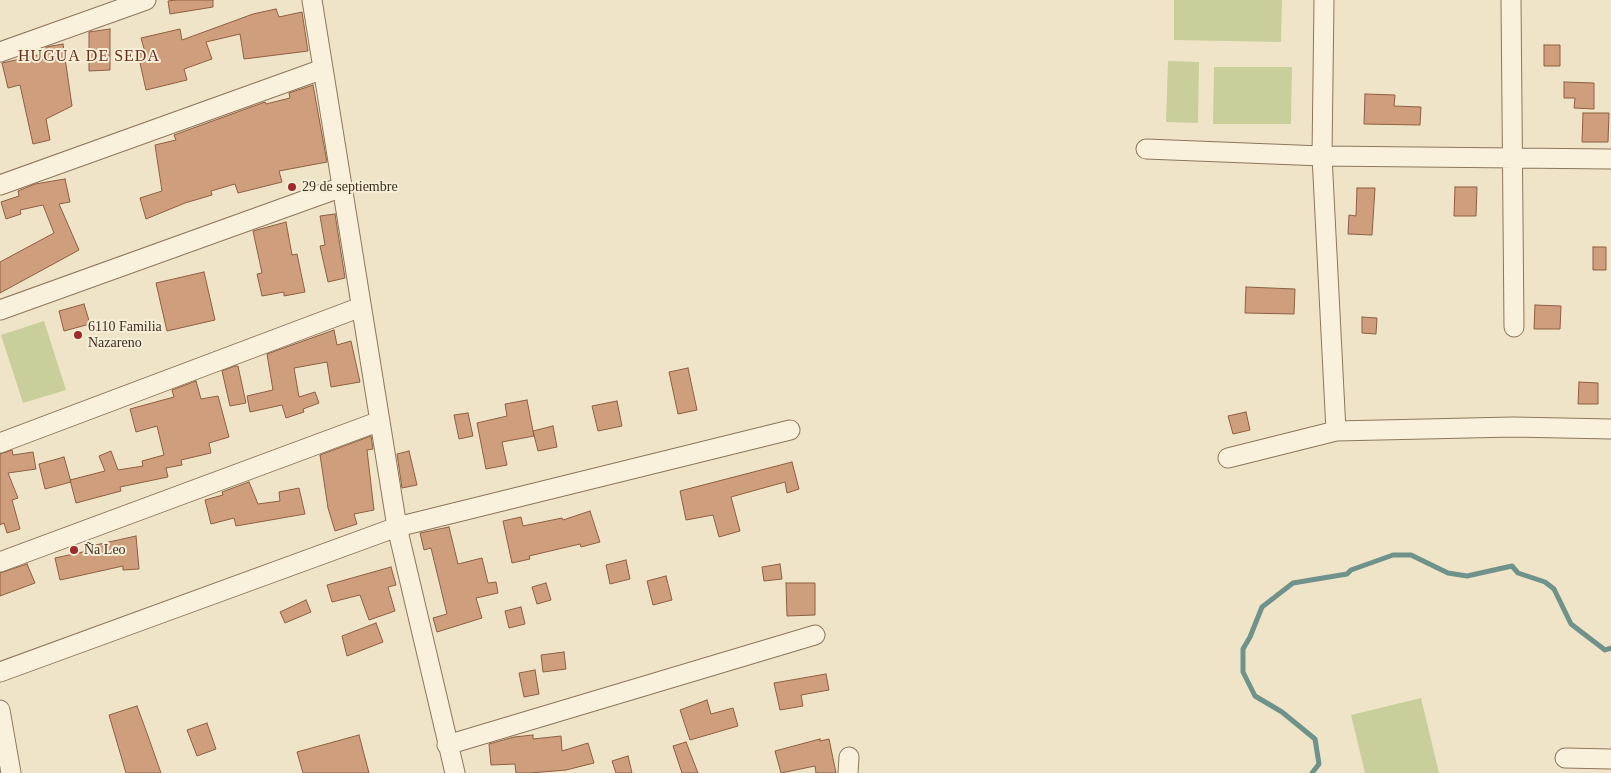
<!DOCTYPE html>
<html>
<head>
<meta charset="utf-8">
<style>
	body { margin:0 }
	canvas { display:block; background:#f0e4c8 }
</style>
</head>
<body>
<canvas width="1611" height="773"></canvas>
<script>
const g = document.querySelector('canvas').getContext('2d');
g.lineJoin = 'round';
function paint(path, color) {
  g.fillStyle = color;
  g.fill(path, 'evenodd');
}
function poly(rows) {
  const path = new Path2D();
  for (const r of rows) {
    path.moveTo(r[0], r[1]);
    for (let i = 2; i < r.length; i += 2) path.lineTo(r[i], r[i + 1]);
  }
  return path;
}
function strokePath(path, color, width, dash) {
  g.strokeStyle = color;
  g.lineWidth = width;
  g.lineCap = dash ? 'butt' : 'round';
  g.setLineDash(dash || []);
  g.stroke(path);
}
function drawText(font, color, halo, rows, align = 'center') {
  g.font = font + ' Georgia,serif';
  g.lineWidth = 4;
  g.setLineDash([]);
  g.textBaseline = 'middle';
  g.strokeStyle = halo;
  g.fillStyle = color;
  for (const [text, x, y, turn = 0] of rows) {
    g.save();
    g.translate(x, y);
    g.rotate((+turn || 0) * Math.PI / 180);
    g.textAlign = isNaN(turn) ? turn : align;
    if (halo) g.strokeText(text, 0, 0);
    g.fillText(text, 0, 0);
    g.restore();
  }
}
const green = poly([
	[1174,0,1282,0,1281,42,1174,40],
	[1168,61,1199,62,1198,123,1166,122],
	[1214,67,1292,67,1291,124,1213,124],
	[44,321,66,390,23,403,1,335],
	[1421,698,1439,773,1365,773,1351,715]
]);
const stream = poly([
	[1312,773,1319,764,1315,739,1282,712,1255,696,1243,672,1243,649,1250,637,1262,607,1293,583,1347,574,1351,570,1393,555,1411,555,1448,573,1467,576,1512,566,1518,573,1545,582,1554,589,1571,624,1605,650,1611,648]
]);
const building = poly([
	[175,0,213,0,213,7,170,14,168,1,175,0],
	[276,9,279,17,302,12,308,51,244,59,240,34,206,42,212,59,184,69,187,80,146,90,138,54,145,52,141,38,180,29,182,40,253,14,276,9],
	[110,29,110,70,89,71,89,32,110,29],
	[63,44,72,106,46,119,50,140,33,144,20,85,8,88,2,63,47,53,46,47,63,44],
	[1544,45,1560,45,1560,66,1544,66,1544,45],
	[1564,82,1594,83,1594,109,1574,108,1575,98,1564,98,1564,82],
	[313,85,327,162,279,171,282,182,238,193,235,184,211,191,212,195,185,203,146,219,140,198,162,191,155,145,176,140,174,135,265,102,266,104,290,98,289,93,313,85],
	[1365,94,1395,95,1394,106,1421,107,1420,125,1364,124,1365,94],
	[1583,113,1609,113,1608,142,1582,142,1583,113],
	[65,179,70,202,59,204,79,250,0,293,0,262,54,233,43,205,20,210,21,214,6,219,1,202,19,196,18,191,35,184,65,179],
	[1455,187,1477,187,1476,216,1454,216,1455,187],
	[1357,188,1375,188,1372,235,1348,234,1349,215,1356,216,1357,188],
	[335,214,345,278,328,282,320,246,325,245,320,216,335,214],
	[286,222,292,255,297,254,305,292,284,296,284,292,262,296,257,274,262,273,253,231,286,222],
	[1593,247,1606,247,1606,270,1593,270,1593,247],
	[204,272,215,320,167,331,156,283,204,272],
	[1246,287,1295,289,1294,314,1245,313,1246,287],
	[84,304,90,324,64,331,59,311,84,304],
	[1535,305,1561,306,1560,329,1534,329,1535,305],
	[1362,317,1377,318,1376,334,1362,333,1362,317],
	[334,330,337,345,351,341,360,382,331,387,327,362,294,368,299,397,315,392,319,403,303,409,304,412,286,418,282,405,250,412,247,396,273,390,267,354,334,330],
	[235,366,238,366,246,403,230,406,222,371,235,366],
	[688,368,697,410,678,414,669,372,688,368],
	[196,381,201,399,218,396,229,437,209,443,211,453,181,460,182,465,166,468,168,477,120,487,121,491,76,503,70,480,105,471,99,456,111,451,118,470,143,466,142,461,164,455,157,426,136,432,130,409,174,397,172,390,196,381],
	[1579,382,1598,383,1598,404,1578,404,1579,382],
	[527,400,534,436,502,442,507,465,486,469,477,423,507,416,505,404,527,400],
	[617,401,622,426,598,431,592,406,617,401],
	[1246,412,1250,430,1233,434,1228,416,1246,412],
	[468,413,473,436,459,439,454,415,468,413],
	[553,426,557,447,538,451,533,431,553,426],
	[371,436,373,449,367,450,374,510,354,514,357,524,335,531,328,508,320,455,371,436],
	[12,450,13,455,33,452,36,469,8,473,18,498,12,500,20,529,7,533,4,523,0,525,0,454,12,450],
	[409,451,417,485,402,488,397,454,409,451],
	[64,457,71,482,45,489,39,464,64,457],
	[792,462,799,489,787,493,785,482,731,497,740,531,719,537,713,515,686,520,680,491,792,462],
	[249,482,258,504,280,501,279,492,299,488,305,514,236,526,234,518,211,524,205,500,223,495,222,492,249,482],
	[590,511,600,542,581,547,580,544,529,556,530,559,512,563,503,521,521,517,523,526,562,518,563,520,590,511],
	[449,527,458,564,482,558,488,583,496,582,498,593,476,598,482,618,437,632,433,618,447,614,431,548,424,550,420,533,449,527],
	[136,536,139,569,123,570,123,566,60,580,55,558,92,550,91,546,136,536],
	[626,560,630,579,610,584,606,565,626,560],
	[27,564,35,583,0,596,0,573,27,564],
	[780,564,782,579,764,581,762,567,780,564],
	[391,567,396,585,388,587,395,611,369,620,360,595,332,602,327,585,391,567],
	[666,576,672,600,653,605,647,581,666,576],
	[546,583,551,600,537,604,532,587,546,583],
	[786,583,815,583,815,615,787,616,786,583],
	[306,600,311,612,285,623,280,612,306,600],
	[521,607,525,624,509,628,505,611,521,607],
	[376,623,383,642,347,656,342,636,376,623],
	[564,652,566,669,543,672,541,655,564,652],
	[535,670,539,694,524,697,519,673,535,670],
	[826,674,829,690,801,695,803,706,780,710,774,683,826,674],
	[707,700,711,714,733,708,738,726,690,740,680,710,707,700],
	[137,706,148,736,161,773,126,773,109,715,137,706],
	[207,723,216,749,197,756,187,730,207,723],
	[359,735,369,773,303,773,297,752,359,735],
	[533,735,533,739,561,736,562,751,588,743,594,763,566,770,530,773,516,773,515,764,491,765,489,744,514,737,533,735],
	[820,739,820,741,829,739,836,773,816,773,815,766,781,773,775,751,820,739],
	[686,742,698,773,682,773,673,746,686,742],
	[628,756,632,773,616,773,612,761,628,756]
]);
const street = poly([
	[312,0,397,527,455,773],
	[1324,0,1322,156,1336,431],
	[1511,0,1514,327],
	[0,52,146,0],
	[1146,149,1322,156,1611,159],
	[0,185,323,69],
	[0,310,342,187],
	[0,443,361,307],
	[1228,458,1336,431,1513,427,1611,429],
	[0,562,380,421],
	[0,672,397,527,790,430],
	[0,710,11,773],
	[447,745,815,635],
	[1565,758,1611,759],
	[848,773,849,757]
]);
const markers = [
	[292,187,5,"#9e2a2b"],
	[78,335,5,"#9e2a2b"],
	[74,550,5,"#9e2a2b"]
];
const poiNames = [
	["29 de septiembre",302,187],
	["6110 Familia",88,327],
	["Nazareno",88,343],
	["Ña Leo",84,550]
];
const quarterNames = [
	["HUGUA DE SEDA",89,57]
];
paint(green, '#c9cf9b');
strokePath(stream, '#6f938a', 5);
paint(building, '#cf9f7d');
strokePath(building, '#8d5f41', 1);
strokePath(street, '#8d765c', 21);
strokePath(street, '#faf1dc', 19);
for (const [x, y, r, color] of markers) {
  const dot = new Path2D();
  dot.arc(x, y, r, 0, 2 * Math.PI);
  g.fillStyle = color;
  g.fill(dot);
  strokePath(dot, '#f7eed8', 2);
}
drawText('14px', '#3d2e20', '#f7eed8', poiNames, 'left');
g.letterSpacing = '1px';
drawText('16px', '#6b2e1e', '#f7eed8', quarterNames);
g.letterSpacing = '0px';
</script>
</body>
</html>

===============

Every line in the listing that holds the string "strokeStyle" should be copied out.

# RESULT OF THE TASK
  g.strokeStyle = color;
  g.strokeStyle = halo;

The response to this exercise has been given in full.